Tonopah Rob’s Vegetable Farm

Market hours:  Open every Saturday and Sunday from 8 to noon.  Summer hours: 7 to 11 a.m.  Currently, the farm is closed on Sundays until March.

To visit Tonopah Rob’s Vegetable Farm and if you are coming from the Phoenix area:

The Farm Stand will open the first weekend of November 3, 2012.

Take Interstate 10 west to exit 103 – 339th Avenue Turn left – heading south Drive 1.9 miles To Buckeye Road Turn right – heading west Drive 2.3 miles – you will pass through a stop sign at 355th Ave (about one half mile west of 355th Ave.) Farm Stand is on the right – look for the big yellow sign

Address is: 35838 W. Buckeye Rd. Tonopah, Arizona

My farm is only about 30 minutes from the I-10 and 101 Loop intersection. Be careful following online mapping services including Google, Yahoo Maps, and Map quest as they often direct you to turn on Van Buren – this is a mistake that will have you on the wrong street with no easy access to my farm! Telephone: 623-386-3033

Stock Shop Farmers Market / Summer Hours Begin June 1, 2013 8 to 12:30 p.m. on Sundays

To visit the Stock Shop Farmers Market on Sundays, 9 a.m. to 1 p.m.
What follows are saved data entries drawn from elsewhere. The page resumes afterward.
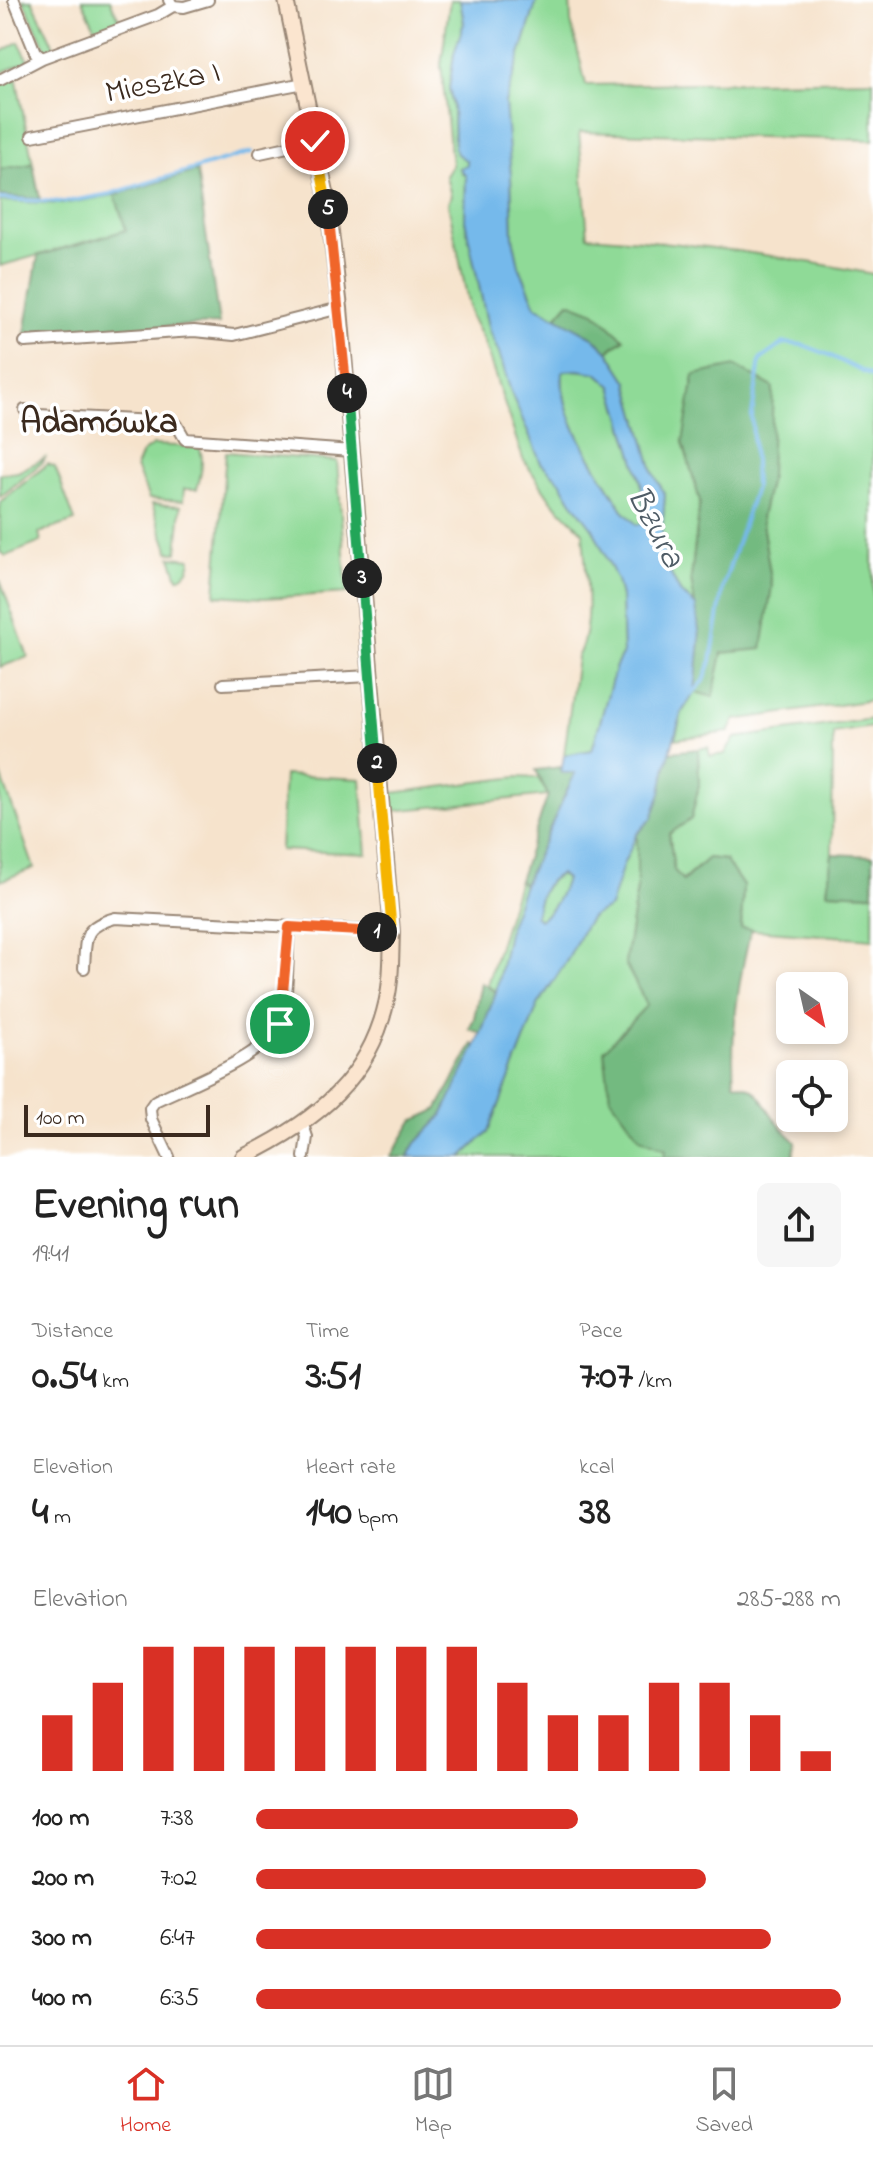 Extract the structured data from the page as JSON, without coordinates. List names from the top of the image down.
{
  "streets": {
    "street": ["Mieszka I"]
  },
  "districts": ["Adamówka"],
  "water": ["Bzura"],
  "scale_bar": "100 m",
  "north": "bottom right",
  "page": {
    "pins": [
      "5",
      "4",
      "3",
      "2",
      "1"
    ],
    "scale": "100 m",
    "heading": ["Evening run", "19:41"],
    "stats": [
      ["Distance", "0.54 km"],
      ["Time", "3:51"],
      ["Pace", "7:07 /km"],
      ["Elevation", "4 m"],
      ["Heart rate", "140 bpm"],
      ["kcal", "38"]
    ],
    "chart": ["Elevation", "285–288 m"],
    "list": [
      {
        "name": "100 m",
        "note": "7:38"
      },
      {
        "name": "200 m",
        "note": "7:02"
      },
      {
        "name": "300 m",
        "note": "6:47"
      },
      {
        "name": "400 m",
        "note": "6:35"
      }
    ],
    "tabs": ["Home", "Map", "Saved"]
  }
}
This market will open Sunday December 9, 2012 and will continue through late June/mid July 2013. Closed for holidays.  Summer hours are 8 a.m. to 12:30 p.m. beginning June 1, 2013.
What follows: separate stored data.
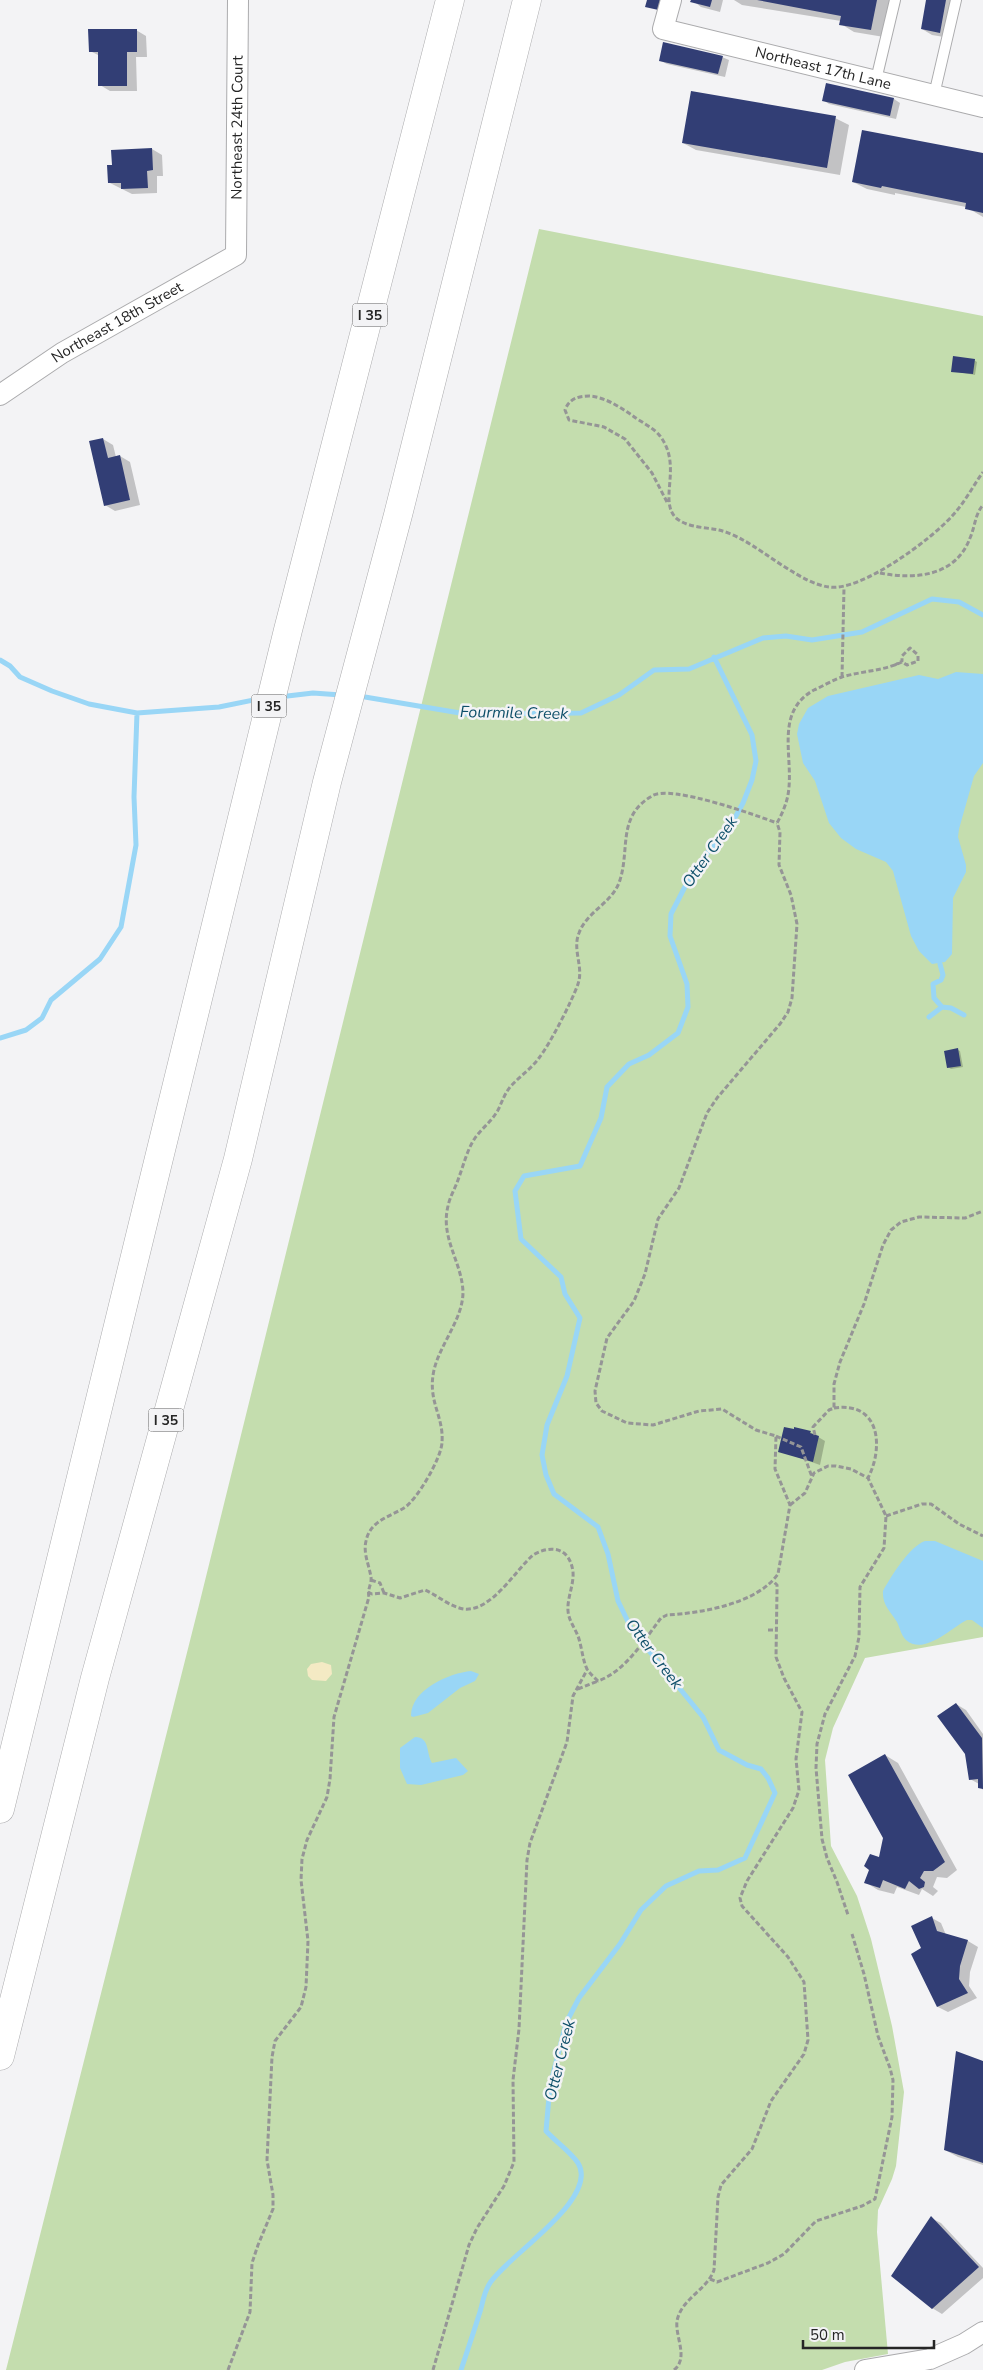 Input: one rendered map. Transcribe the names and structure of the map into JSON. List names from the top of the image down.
{
  "streets": {
    "highway": ["I 35"],
    "street": ["Northeast 17th Lane", "Northeast 24th Court", "Northeast 18th Street"]
  },
  "crossings": [
    ["Northeast 24th Court", "Northeast 18th Street"]
  ],
  "water": ["Fourmile Creek", "Otter Creek"],
  "scale_bar": "50 m"
}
From the central Phoenix area, take 10 west to Loop 101 north Exit onto Thunderbird Road heading east From North Phoenix take the 101 south and exit onto Thunderbird Road heading east 67th Ave. and Thunderbird Road 6615 West Thunderbird Road Glendale, AZ The Stock Shop is less than a block east of 67th Avenue on Thunderbird Road
Address is: 6615 West Thunderbird Road, Glendale, Arizona

Creative Living Fellowship

On the second and fourth Sunday of each month, Tonopah Rob will be selling at the Creative Living Fellowship from 10 to 1 p.m.

Take US 51 towards Glendale Avenue Exit onto Glendale Avenue heading west Turn South on 7th Street Look for the signs on the west side of the street.